“A Woman’s Eye” photography exhibit opens at 6:00 p.m. on Saturday, April 21, 2012 at the ACND Gallery of Art at Archbishop Curley Notre Dame Prep, 4949 NE 2ndAvenue, Miami, FL, 33137, www.acnd.net, 305.751.8367. The community and media are welcome at this free event.
The exhibit is an array of exciting works by four women who, each equipped with a unique personal and professional vision, interpret life in South Florida through visual symbols. Their documentary photography is driven by a wide range of emotional forces – humanistic and aesthetic – distinctly synergized by the feminine perspective.
The exhibit is curated by Carl Juste, an award-winning Miami Herald photojournalist who most recently, co-curated the highly acclaimed “I Witness” exhibit at the Bernice Steinbaum Gallery – a seminal body of work by international photojournalists. Jenny Babot Romney co-curates and exhibits her own work.
Commenting upon the importance of showcasing the female perspective, Juste says, “Women offer a holistic approach and try to find a more complete picture. Rather than searching for visual impact, they offer more of a visual stroke.”
Exhibiting artists, all photography students at the IPC Visual Lab co-founded by Juste, come from four different walks of life:
Jenny Babot Romney is Presentation Manager for the Advertising Division of the Miami Herald Media Company. Romney began studying photography 8 years ago and she freelances as a portraiture and wedding photographer.
Jennifer Kay is a Miami-based journalist for the Associated Press. Kay has twice been a finalist for the South Florida Society of Professional Journalists’ Sunshine State Awards, honored by the National Association of Caribbean-American Journalists, and won a 1999-2000 Virginia Press Award for a front-page story about gang activity in the D.C. metro area.

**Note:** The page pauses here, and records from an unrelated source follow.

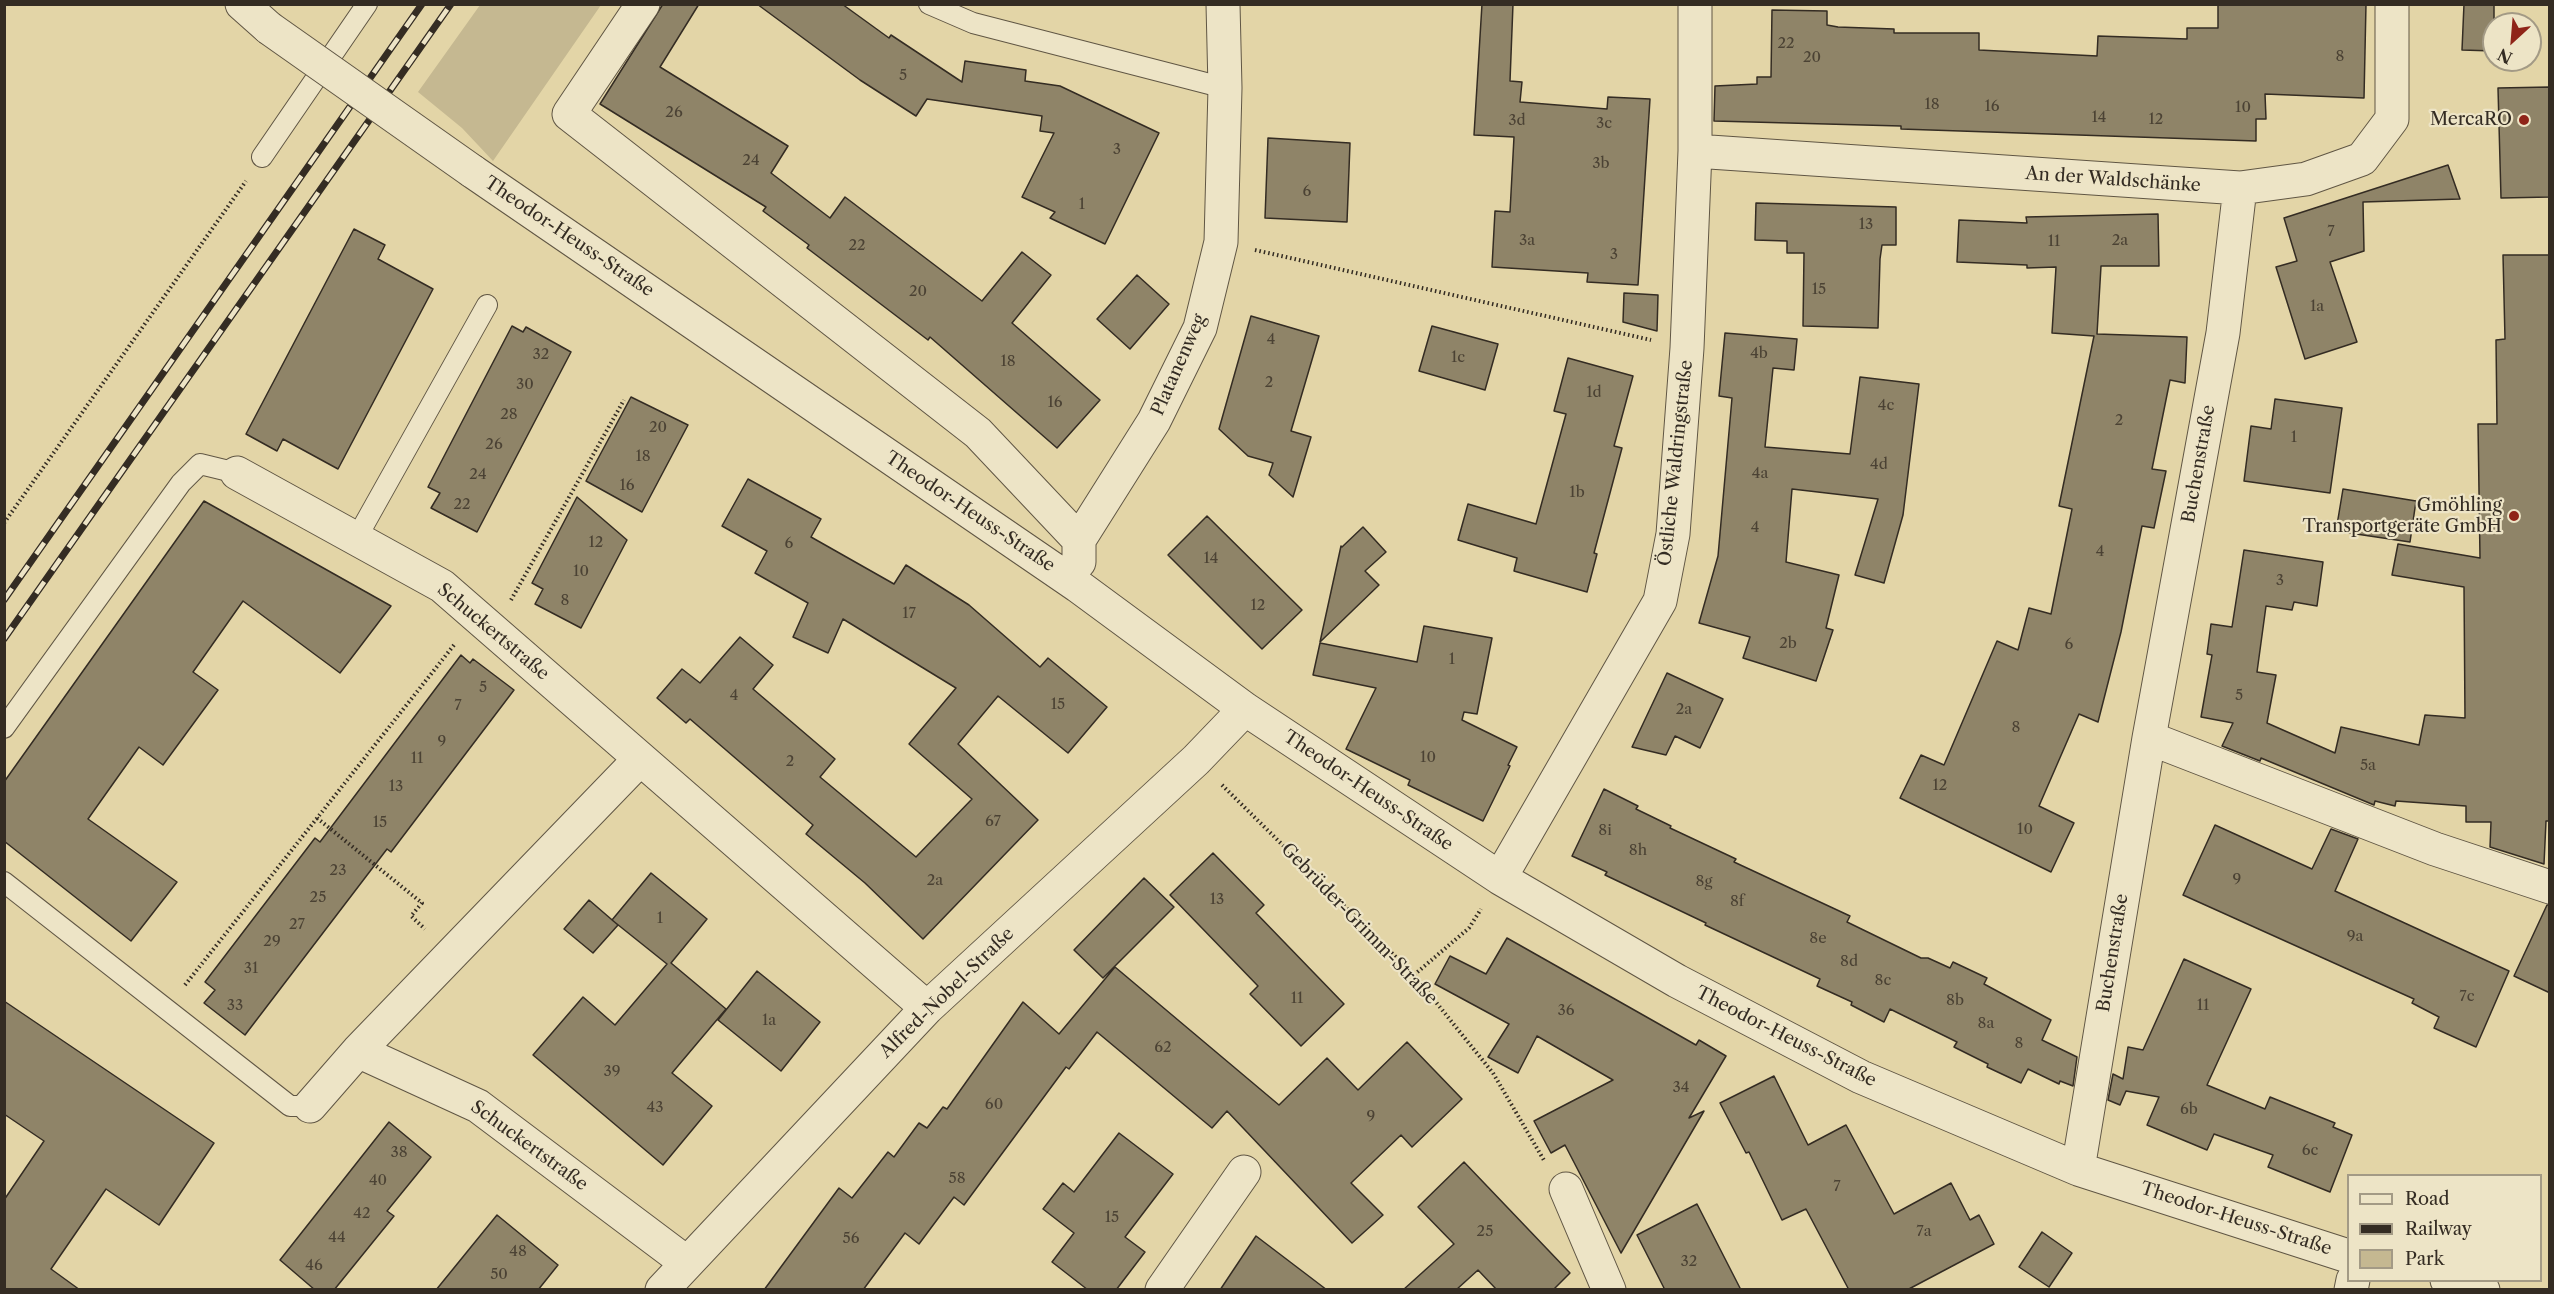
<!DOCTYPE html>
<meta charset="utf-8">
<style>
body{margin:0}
#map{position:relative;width:2554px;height:1294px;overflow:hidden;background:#e3d5a7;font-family:"Libre Caslon Text",serif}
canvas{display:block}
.frame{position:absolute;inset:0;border:6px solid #342c23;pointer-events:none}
.legend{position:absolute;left:2347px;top:1174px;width:195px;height:108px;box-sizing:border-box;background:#ede4c6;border:2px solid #a39a85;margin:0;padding:8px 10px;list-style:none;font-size:18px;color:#342c23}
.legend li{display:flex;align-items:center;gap:12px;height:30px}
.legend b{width:30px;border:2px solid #a39a85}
.north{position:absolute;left:2482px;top:12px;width:60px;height:60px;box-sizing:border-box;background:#ede4c6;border:2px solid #a39a85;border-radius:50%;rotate:206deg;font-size:16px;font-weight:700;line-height:24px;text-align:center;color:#342c23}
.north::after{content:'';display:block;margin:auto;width:21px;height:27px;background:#8f2418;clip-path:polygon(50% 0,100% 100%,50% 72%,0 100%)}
</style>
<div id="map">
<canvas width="2554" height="1294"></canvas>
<div class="frame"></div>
<ul class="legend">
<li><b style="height:8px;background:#ede4c6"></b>Road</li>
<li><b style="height:8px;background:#342c23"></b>Railway</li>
<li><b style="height:16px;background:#c5b891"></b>Park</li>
</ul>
<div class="north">N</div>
</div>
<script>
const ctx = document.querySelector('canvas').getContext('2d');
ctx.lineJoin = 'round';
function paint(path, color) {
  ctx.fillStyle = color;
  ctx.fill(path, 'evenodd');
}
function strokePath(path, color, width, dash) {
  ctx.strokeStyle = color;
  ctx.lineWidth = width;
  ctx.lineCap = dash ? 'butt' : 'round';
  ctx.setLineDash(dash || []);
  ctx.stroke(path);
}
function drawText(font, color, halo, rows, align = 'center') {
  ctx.font = font + ' "Libre Caslon Text",serif';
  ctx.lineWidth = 4.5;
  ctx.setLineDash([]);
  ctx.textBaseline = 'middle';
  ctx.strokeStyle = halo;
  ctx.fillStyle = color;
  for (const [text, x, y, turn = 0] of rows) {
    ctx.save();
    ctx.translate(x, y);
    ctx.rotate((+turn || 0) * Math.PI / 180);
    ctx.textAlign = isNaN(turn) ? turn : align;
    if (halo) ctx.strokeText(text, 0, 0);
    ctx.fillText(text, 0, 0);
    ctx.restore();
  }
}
paint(new Path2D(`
 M480,5h121l-108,156 -31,-33 -44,-36z`), '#c5b891');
const building = new Path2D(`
 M663,4h36l-39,63 128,79 -17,27 59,45 15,-21 137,104 40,-49 29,23 -39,48 88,77 -43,48 -127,-111 -2,3 -121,-92 2,-3 -46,-34 3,-4 -166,-103z
 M757,4h85l47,34 2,-3 71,47 3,-21 61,9 -1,11 35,5 99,47 -54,111 -55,-26 5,-6 -33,-15 32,-64 -14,-2 2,-15 -115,-17 -11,17 -56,-36z
 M1482,4h31l-3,77 12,1 -2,20 87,7 1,-12 42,2 -12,186 -51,-3 1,-9 -96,-6 3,-56 15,1 4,-75 -40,-2z
 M2218,4h148l-2,94 -99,-4 1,25h-10v22l-355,-12v-3l-187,-5 1,-35 42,-2v-7h14l1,-67 55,1v14l11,2 56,2v4h85v17l118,6 1,-20 89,3v-11h31z
 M2464,4h30v47l-32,-1z
 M2550,87v110l-49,1 -3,-110z
 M1268,138l82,5 -3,79 -82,-4z
 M2448,165l12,34 -97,3 1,49 -34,11 27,80 -52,17 -29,-92 21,-6 -13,-43z
 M1756,203l140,4v38h-14l-2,14 -2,69 -75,-2 1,-73h-17v-12l-32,-1z
 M2158,214l1,52h-58l-4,68 90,3 -2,46 -15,-3 -18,89 14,2 -12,57 -12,-2 -21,106 -23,90 -19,-8 -40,92 35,17 -23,49 -151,-74 21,-43 23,10 53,-124 21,9 11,-42 22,6 21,-105 -13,-3 35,-170 -42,-3 4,-66 -29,1v-3l-70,-3 2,-42 68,3 -1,-6z
 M354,229l31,16 -7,14 55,30 -95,180 -55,-30 -6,12 -31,-17z
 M2503,255h47v566h-4l-2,43 -54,-17 1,-25h-25v-16l-70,-5 -1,5 -20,-5 -1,4 -113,-47 -1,3 -38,-15 11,-23 -32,-6 11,-62 -5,-1 4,-30 21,3 12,-77 79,12 -6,44 -23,-4 -2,8 -26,-4 -9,66 19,3 -9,48 68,30 6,-26 78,18 6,-30 40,3 -1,-131 -72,-12 6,-31 82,14 -2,-134h19l-1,-84 9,-1z
 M1137,275l32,29 -39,45 -33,-30z
 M1624,293l34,2 -1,36 -34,-9z
 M1251,316l68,20 -28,95 20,6 -18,60 -24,-22 4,-12 -25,-7 -29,-27z
 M512,326l11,6 3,-5 45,25 -94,180 -46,-24 9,-15 -12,-6z
 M1432,326l66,18 -13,46 -66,-19z
 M1725,333l72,6 -3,31 -21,-2 -8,79 85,7 10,-77 59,7 -16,131 -19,68 -29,-8 23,-76 -86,-10 -6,73 53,13 -13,53 7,2 -17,51 -73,-23 7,-21 -51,-14 19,-67 14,-158 -13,-2z
 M1568,358l65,18 -19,70 8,2 -28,105 3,1 -10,38 -73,-21 3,-13 -59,-18 10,-36 68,20 30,-110 -12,-3z
 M631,397l57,28 -46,87 -56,-31z
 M2275,399l67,9 -12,85 -86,-12 7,-55 20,3z
 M748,479l73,40 -10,18 83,47 12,-19 63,40 71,62 8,-9 59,49 -39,46 -70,-57 -40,48 80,76 -115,119 -58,-56 -59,-49 7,-9 -123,-106 -4,4 -29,-25 25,-29 18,14 40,-46 33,28 -20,24 82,70 -15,18 96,80 56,-58 -63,-55 47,-56 -113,-69 -15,34 -35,-16 15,-34 -53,-30 12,-22 -45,-25z
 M2343,489l73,12 -6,41 -74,-11z
 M577,497l50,43 -46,88 -46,-24 8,-15 -11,-6z
 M204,501l187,105 -51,67 -97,-72 -50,71 25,18 -55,75 -24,-18 -51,72 89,63 -46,59 -127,-100v-59z
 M1207,516l95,94 -40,39 -94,-94z
 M1363,527l23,25 -21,19 14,14 -59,57 21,-96 1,1z
 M1424,626l68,12 -15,76 -13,-2 -2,8 55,27 -9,18 2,1 -27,55 -75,-36 2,-5 -64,-31 30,-61 -63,-13 7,-32 97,19z
 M461,655l9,8 3,-4 41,31 -123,162 -4,-3 -142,186 -41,-32 11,-13 -10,-8 110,-144 5,4z
 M1667,673l56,26 -23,49 -25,-12 -9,19 -34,-8z
 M1604,789l34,17 -2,3 35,17 -1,2 66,31 -2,3 116,54 -3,6 74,36h7l22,10 3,-6 34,16 -3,6 67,36 -9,20 35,17 -4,29 -13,-5 -1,3 -31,-15 -7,14 -34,-16 1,-3 -34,-17 3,-5 -67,-33 -6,13 -33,-17 1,-3 -35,-16 3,-7 -115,-54 1,-2 -101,-48 2,-3 -35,-16z
 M2215,825l97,44 19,-40 27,10 -23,52 174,80 -33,76 -42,-19 5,-11 -27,-14 2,-4 -231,-104z
 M1213,853l51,52 -8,8 88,91 -43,42 -51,-52 8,-8 -88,-91z
 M651,873l56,46 -36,44 55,46 -54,64 40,33 -49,59 -130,-110 50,-58 32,28 52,-61 -55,-44z
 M1144,878l30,29 -71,71 -29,-28z
 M589,900l29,25 -25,28 -29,-24z
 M2547,905h3v88l-36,-17z
 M1507,938l189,107 3,-5 27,16 -37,62 15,-7 -83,142 -56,-108 -14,8 -17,-32 79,-41 -76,-44 -19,37 -30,-16 21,-33 -74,-40 15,-28 36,18z
 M2184,959l67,30 -44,96 58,24 5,-12 65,26 -2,4 19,8 -22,57 -62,-25 5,-12 -59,-21 -7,16 -60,-25 12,-28 -33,-6 -6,14 -12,-5 5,-26 10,5 5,-32 15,3z
 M1115,967l164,138 48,-47 31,32 49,-48 55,57 -50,48 -11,-12 -50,48 32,32 -31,28 -125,-132 -15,17 -115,-96 -28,37 -3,-2 -102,138 -10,-8 -35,47 -14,-11 -42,57h-99l75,-102 13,10 36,-46 6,5 25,-34 8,5 16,-21 4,2 76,-107 36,32z
 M757,971l63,51 -39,49 -63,-51z
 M4,1001l210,142 -55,82 -53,-36 -55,80 29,21h-76v-90l40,-59 -40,-27z
 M1774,1076l34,69 38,-20 48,89 57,-31 19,37 9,-5 15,29 -87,46h-58l-43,-81 -24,11 -33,-68 -3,1 -26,-50z
 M389,1122l42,35 -44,54 7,5 -60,74h-19l-35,-30z
 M1119,1133l54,41 -48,63 20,15 -29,38h-28l-36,-28 22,-29 -31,-24 20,-26 11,9z
 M1464,1162l106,111 -17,17h-56l-19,-20 -22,20h-53l51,-46 -36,-37z
 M1697,1204l44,86h-76l-28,-55z
 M497,1215l61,50 -20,25h-102z
 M2042,1232l30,21 -23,34 -30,-20z
 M1256,1236l71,54h-107z`);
paint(building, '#8f8468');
strokePath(building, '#342c23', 1.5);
const service = new Path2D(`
 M929,4l44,19 252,65
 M262,157l105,-153
 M356,539l131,-234
 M4,728l177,-245 19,-19 37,9
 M4,882l286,224h20`);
const minor = new Path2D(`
 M242,4l27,24
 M643,4l-74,110 409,319 101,107
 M1695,151l545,37 66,-9 56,-20 30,-40v-115
 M472,171l606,415 167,123 255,169 177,103 184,96 217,92 270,87
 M237,473l205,113 485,422
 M1079,562v-22l75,-119 46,-93 21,-86 4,-154 -2,-84
 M2149,738l286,111 115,38
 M640,759l-282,292 120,55 209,157
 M1500,878l160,-277 13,-67 14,-186 8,-197v-147
 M310,1106l48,-55
 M2078,1169l71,-431 74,-405 17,-145
 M1566,1189l43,101
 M2447,1280l36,10
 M662,1290l265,-282 269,-248 49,-51
 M1162,1290l82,-118
 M2351,1290l2,-10`);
strokePath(service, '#605644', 22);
strokePath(minor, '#605644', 35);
strokePath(new Path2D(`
 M1255,250l396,90
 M4,523l242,-342
 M511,600l113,-200
 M1222,785l192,190 79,98 52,89
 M317,818l105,85 -11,13 14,13
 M1414,975l55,-47 12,-19
 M185,985l269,-340`), '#342c23', 4, [1.5, 3]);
strokePath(service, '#ede4c6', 20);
strokePath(minor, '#ede4c6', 33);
const rail = new Path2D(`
 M4,600l418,-596
 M4,639l447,-635`);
strokePath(rail, '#342c23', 7);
strokePath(rail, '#ede4c6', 4.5, [14]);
const minorBridge = new Path2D(`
 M269,28l203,143`);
strokePath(minorBridge, '#605644', 35, []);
strokePath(minorBridge, '#ede4c6', 33);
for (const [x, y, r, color] of [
 [2524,120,6,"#8f2418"],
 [2514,516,6,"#8f2418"]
]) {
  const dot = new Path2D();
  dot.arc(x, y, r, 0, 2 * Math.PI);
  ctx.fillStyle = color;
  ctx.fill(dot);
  strokePath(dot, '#ede4c6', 2);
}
drawText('15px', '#4b4234', null, [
 ["22",1786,44],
 ["8",2340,57],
 ["20",1812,58],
 ["5",903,76],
 ["18",1932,105],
 ["16",1992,107],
 ["10",2243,108],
 ["26",674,113],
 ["14",2099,118],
 ["12",2156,120],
 ["3d",1517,121],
 ["3c",1604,124],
 ["3",1117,150],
 ["24",751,161],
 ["3b",1601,164],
 ["6",1307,192],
 ["1",1082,205],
 ["13",1866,225],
 ["7",2331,232],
 ["3a",1527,241],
 ["2a",2120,241],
 ["11",2054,242],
 ["22",857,246],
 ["3",1614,255],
 ["15",1819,290],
 ["20",918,292],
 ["1a",2317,307],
 ["4",1271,340],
 ["4b",1759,354],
 ["32",541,355],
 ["1c",1458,358],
 ["18",1008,362],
 ["2",1269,383],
 ["30",525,385],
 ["1d",1594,393],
 ["16",1055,403],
 ["4c",1886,406],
 ["28",509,415],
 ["2",2119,421],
 ["20",658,428],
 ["1",2294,438],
 ["26",494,445],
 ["18",643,457],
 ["4d",1879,465],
 ["4a",1760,474],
 ["24",478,475],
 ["16",627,486],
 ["1b",1577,493],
 ["22",462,505],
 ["4",1755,528],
 ["12",596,543],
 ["6",789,544],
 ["4",2100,552],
 ["14",1211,559],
 ["10",581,572],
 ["3",2280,581],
 ["8",565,601],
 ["12",1258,606],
 ["17",909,614],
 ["2b",1788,644],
 ["6",2069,645],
 ["1",1452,660],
 ["5",483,688],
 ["4",734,696],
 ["5",2239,696],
 ["15",1058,705],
 ["7",458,706],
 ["2a",1684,710],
 ["8",2016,728],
 ["9",442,742],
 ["10",1428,758],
 ["11",417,759],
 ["2",790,762],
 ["5a",2368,766],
 ["12",1940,786],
 ["13",396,787],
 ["67",993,822],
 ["15",380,823],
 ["10",2025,830],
 ["8i",1605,831],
 ["8h",1638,851],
 ["23",338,871],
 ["9",2237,880],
 ["2a",935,881],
 ["8g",1704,882],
 ["25",318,898],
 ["13",1217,900],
 ["8f",1737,902],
 ["1",660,919],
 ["27",297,925],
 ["9a",2355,937],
 ["8e",1818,939],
 ["29",272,942],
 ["8d",1849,962],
 ["31",251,969],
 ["8c",1883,981],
 ["7c",2467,997],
 ["11",1297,999],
 ["8b",1955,1001],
 ["33",235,1006],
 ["11",2203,1006],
 ["36",1566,1011],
 ["1a",769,1021],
 ["8a",1986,1024],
 ["8",2019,1044],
 ["62",1163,1048],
 ["39",612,1072],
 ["34",1681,1088],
 ["60",994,1105],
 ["43",655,1108],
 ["6b",2189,1110],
 ["9",1371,1117],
 ["6c",2310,1151],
 ["38",399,1153],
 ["58",957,1179],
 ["40",378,1181],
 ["7",1837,1187],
 ["42",362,1214],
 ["15",1112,1218],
 ["25",1485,1232],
 ["7a",1924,1232],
 ["44",337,1238],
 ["56",851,1239],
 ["48",518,1252],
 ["32",1689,1262],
 ["46",314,1266],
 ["50",499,1275]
]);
drawText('18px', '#342c23', '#ede4c6', [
 ["MercaRO",2512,120],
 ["Gmöhling",2502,506],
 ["Transportgeräte GmbH",2502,527]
], 'right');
drawText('18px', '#342c23', '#ede4c6', [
 ["An der Waldschänke",2113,180,4],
 ["Theodor-Heuss-Straße",569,237,34],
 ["Platanenweg",1179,365,-66],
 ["Östliche Waldringstraße",1676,463,-84],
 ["Buchenstraße",2199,464,-80],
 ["Theodor-Heuss-Straße",970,512,34],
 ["Schuckertstraße",493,632,40],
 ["Theodor-Heuss-Straße",1368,791,34],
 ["Gebrüder-Grimm-Straße",1359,924,46],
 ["Buchenstraße",2113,953,-81],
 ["Alfred-Nobel-Straße",947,993,-44],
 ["Theodor-Heuss-Straße",1786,1037,27],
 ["Schuckertstraße",529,1146,36],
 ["Theodor-Heuss-Straße",2236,1219,18]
]);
</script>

Sacha Suarez is Senior Manager, Partner Relations at Univision. Her true passion and calling since age 14 has been art – drawing, painting, and molding any medium. Suarez is a professional artist and freelances for the Miami Herald and private engagements.
Nanci Thomas founded the Oscar Thomas Foundation in 1997 as a vehicle to perpetuate the memory of her late husband, his achievements, and to carry on his dream of a better life for others through the power of art. Thomas’ husband was an iconic billboard, mural, and portrait artist who was once described by NBC News as “the country’s leading artist of Dr. Martin Luther King.” Thomas, who once studied art with her late husband, reclaimed her artistic voice through learning photography.
“A Woman’s Eye is a project inspired from observation and a feeling of passion for South Florida where so much of life is lived out in the open, in the streets, as well as in its natural environment, “comments Jenny Babot Romney. “South Florida is a vibrant and colorful place that takes center stage through the eyes of these four female photographers.”
Whereas each woman brings a different viewpoint, the exhibit as a collective showcases the possibility of visual storytelling. “The exhibit,” says Juste “is a conduit for creativity and an opportunity to channel it into something positive. Together these women can speak a greater truth not achieved individually.”